Alfa Romeo Takes A Look Back At The 8C Competizione

Alfa Romeo is taking a look back at the 8C Competizione, which will undoubtedly go down in history as one of the most beautiful cars ever created.

The story starts in 2003 when Alfa Romeo showed a stunning concept at the Frankfurt Motor Show. It was an instant hit, but the decision to build the car didn’t come until early 2006 when Sergio Marchionne signed off on the project.

Work quickly began on a production model and the concept was “redefined” in just eight months. The quick turnaround allowed the production 8C to be unveiled at the 2006 Paris Motor Show.

Also Read: The Alfa Romeo 8C Competizione Is Still Gorgeous A Decade Later

While the car was thoroughly modern, it featured a number of cues from the past. In particular, Alfa Romeo says the headlights drew inspiration from the 33 Stradale while the rear end recalled the 1961 Giulietta SZ which featured the “first ‘truncated tail’ in motoring history.” Likewise, the circular taillights paid tribute to the Giulia TZ.
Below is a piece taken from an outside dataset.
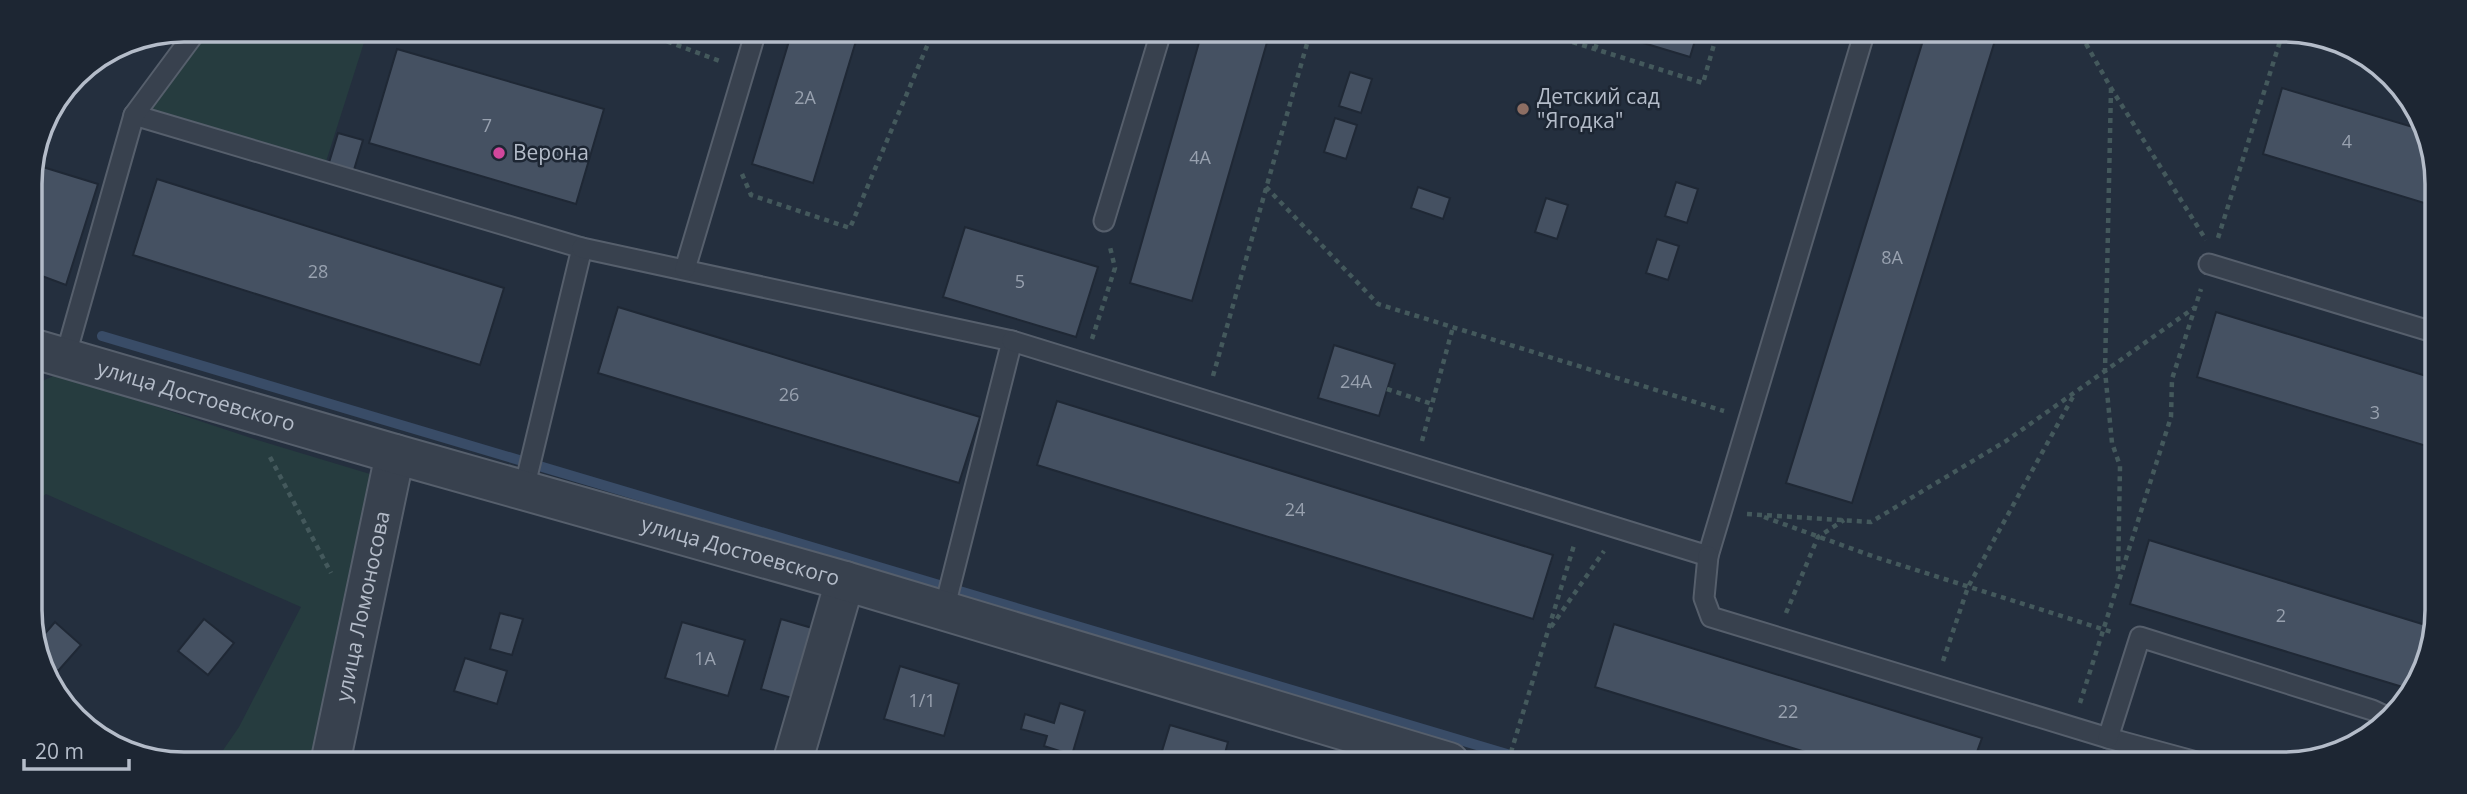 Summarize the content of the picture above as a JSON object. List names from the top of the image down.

Besides the knockout styling, the car used lightweight materials such as carbon fiber, aluminum and titanium. This enabled the coupe to tip the scales at a respectable 3,494 lbs (1,585 kg).

Power was provided by a 4.7-liter V8 engine which produced 444 hp (331 kW / 450 PS). It was connected to a robotized six-speed transmission which enabled the car to run from 0-62 mph (0-100 km/h) in just 4.2 seconds.

The 8C Competizione won over fans and new newcomers alike as Alfa Romeo received 1,400 orders within a matter of few weeks. However, production was limited to just 500 units.

Alfa Romeo says the 8C Competizione “summarized the most classic canons of Alfa Romeo style” and inspired the design of everything from the MiTo to the Giulietta. Of course, it’s more closely related to the 4C which also embraced performance and lightness.

Another interesting fact about the 8C Competizione was that it marked Alfa Romeo’s return to the United States. The first US-spec model was delivered to none other than James Glickenhaus.

While Alfa Romeo promised a new 8C in 2018, FCA reversed course a year and killed the project in order to cut capital spending and rationalize Alfa Romeo’s product plan to focus “on current market strengths with reduced global reach and overlap with other Group brands.”